Why Standard Zero Trust Frameworks Fail in OT
The core zero trust principle — “never trust, always verify” — works in IT because every endpoint has an identity, can run modern authentication software, and can tolerate the latency of verification exchanges. OT environments regularly violate all three assumptions:
Legacy devices cannot run agents. A Modbus RTU master from 2003, a legacy PLC running proprietary firmware, or a distributed control system installed under a 15-year maintenance contract cannot install an endpoint agent, participate in a certificate-based identity exchange, or authenticate to an identity provider. Any zero trust framework that requires software-based identity verification on every endpoint immediately excludes a significant portion of OT infrastructure.
Uptime requirements preclude normal change management. An electric transmission substation or a continuous chemical process cannot accept a rolling restart cycle to apply configuration changes. Changes to network policy, authentication requirements, or monitoring infrastructure must be staged, tested offline, and implemented during planned maintenance windows — often months apart. Zero trust architectures designed for cloud-native IT environments assume rapid policy iteration that OT simply cannot accommodate.

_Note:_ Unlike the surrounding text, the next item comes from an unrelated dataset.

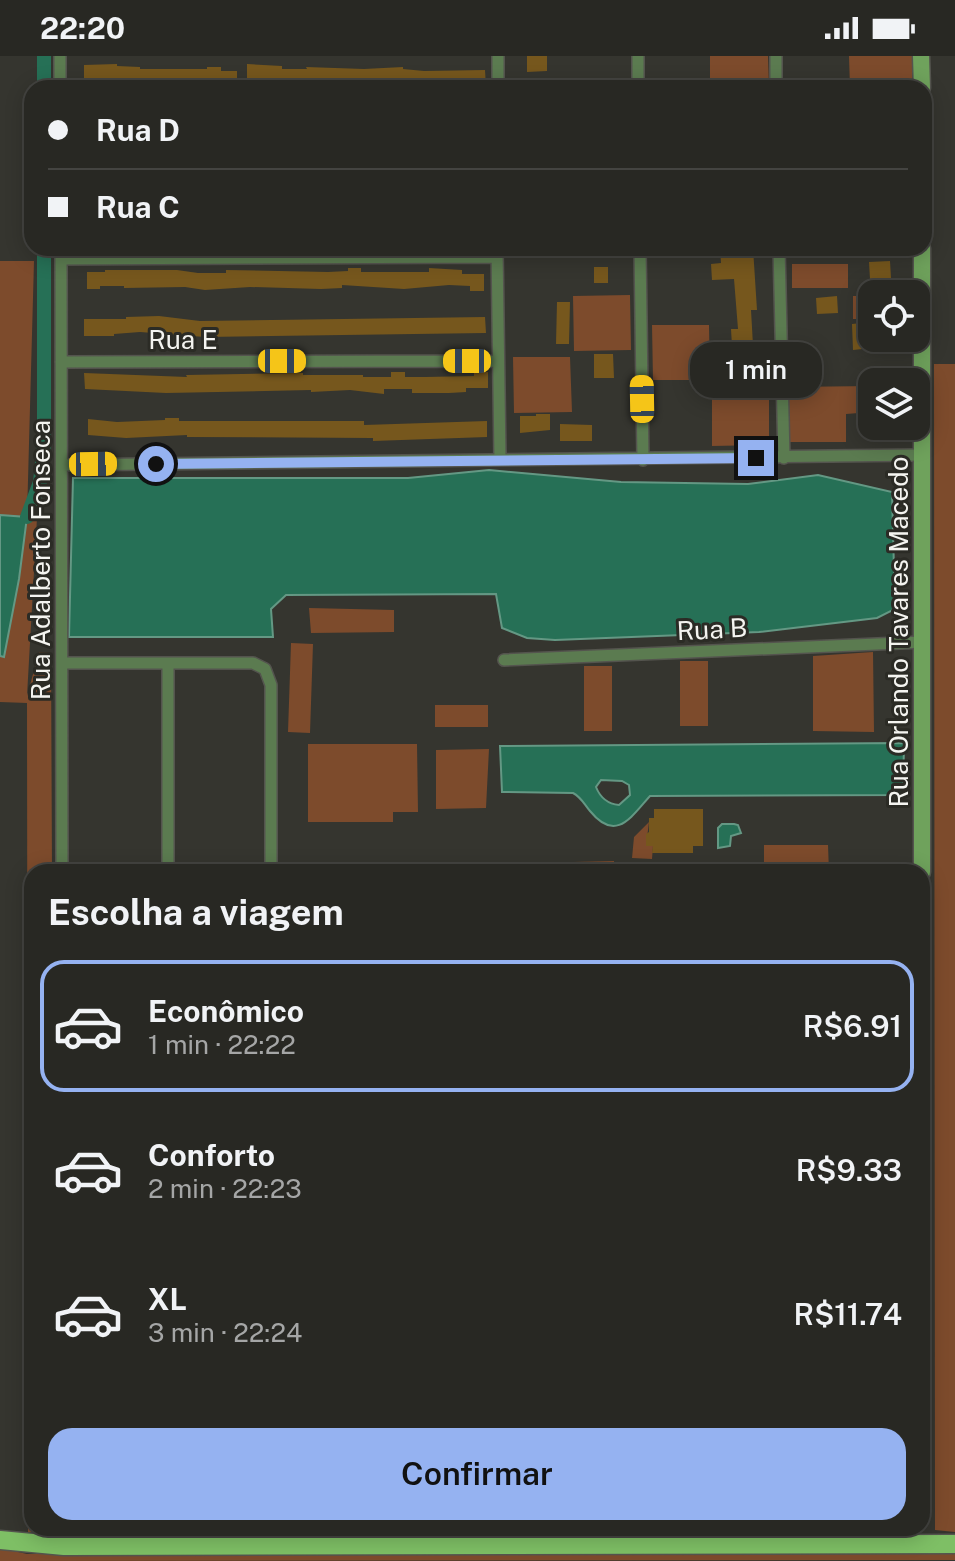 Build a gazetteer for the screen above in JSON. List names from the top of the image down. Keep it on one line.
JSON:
{"streets":{"street":["Rua E","Rua Adalberto Fonseca","Rua B","Rua Orlando Tavares Macedo"]},"crossings":[["Rua E","Rua Adalberto Fonseca"],["Rua B","Rua Orlando Tavares Macedo"]],"page":{"status":"22:20","banner":["Rua D","Rua C"],"bubble":"1 min","heading":"Escolha a viagem","list":[{"name":"Econômico","note":"1 min · 22:22","value":"R$6.91"},{"name":"Conforto","note":"2 min · 22:23","value":"R$9.33"},{"name":"XL","note":"3 min · 22:24","value":"R$11.74"}],"buttons":"Confirmar"}}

OT protocols are inherently implicit-trust designs. Modbus, DNP3, and legacy PROFIBUS have no authentication layer. Any device on the network segment can issue commands. Applying zero trust at the protocol level requires either replacing the protocol (often not feasible) or inserting compensating controls — firewalls, diodes, protocol-aware proxies — that can enforce policy without modifying device firmware.
Safety and availability trump security controls. In an OT environment, blocking a command because an authentication check failed can be more dangerous than allowing it. The guidance explicitly acknowledges that availability must take precedence in certain contexts, and security controls must be designed with failure modes that fail open — allowing operations to continue — rather than fail closed, as many IT security tools do.
The CISA Framework: Five Zero Trust Pillars Adapted for OT
The guidance structures its recommendations around five pillars, adapted from NIST SP 800-207 (Zero Trust Architecture) and aligned with both NIST CSF 2.0 and ISA/IEC 62443:
1. Identity
For OT, identity extends beyond users to include devices, services, and processes — but must account for devices that cannot participate in standard identity management.
For devices with identity capability (modern PLCs, historian servers, HMIs running Windows): enrol in a centralised identity management system, issue device certificates with limited validity periods, and enforce certificate-based authentication for all remote access.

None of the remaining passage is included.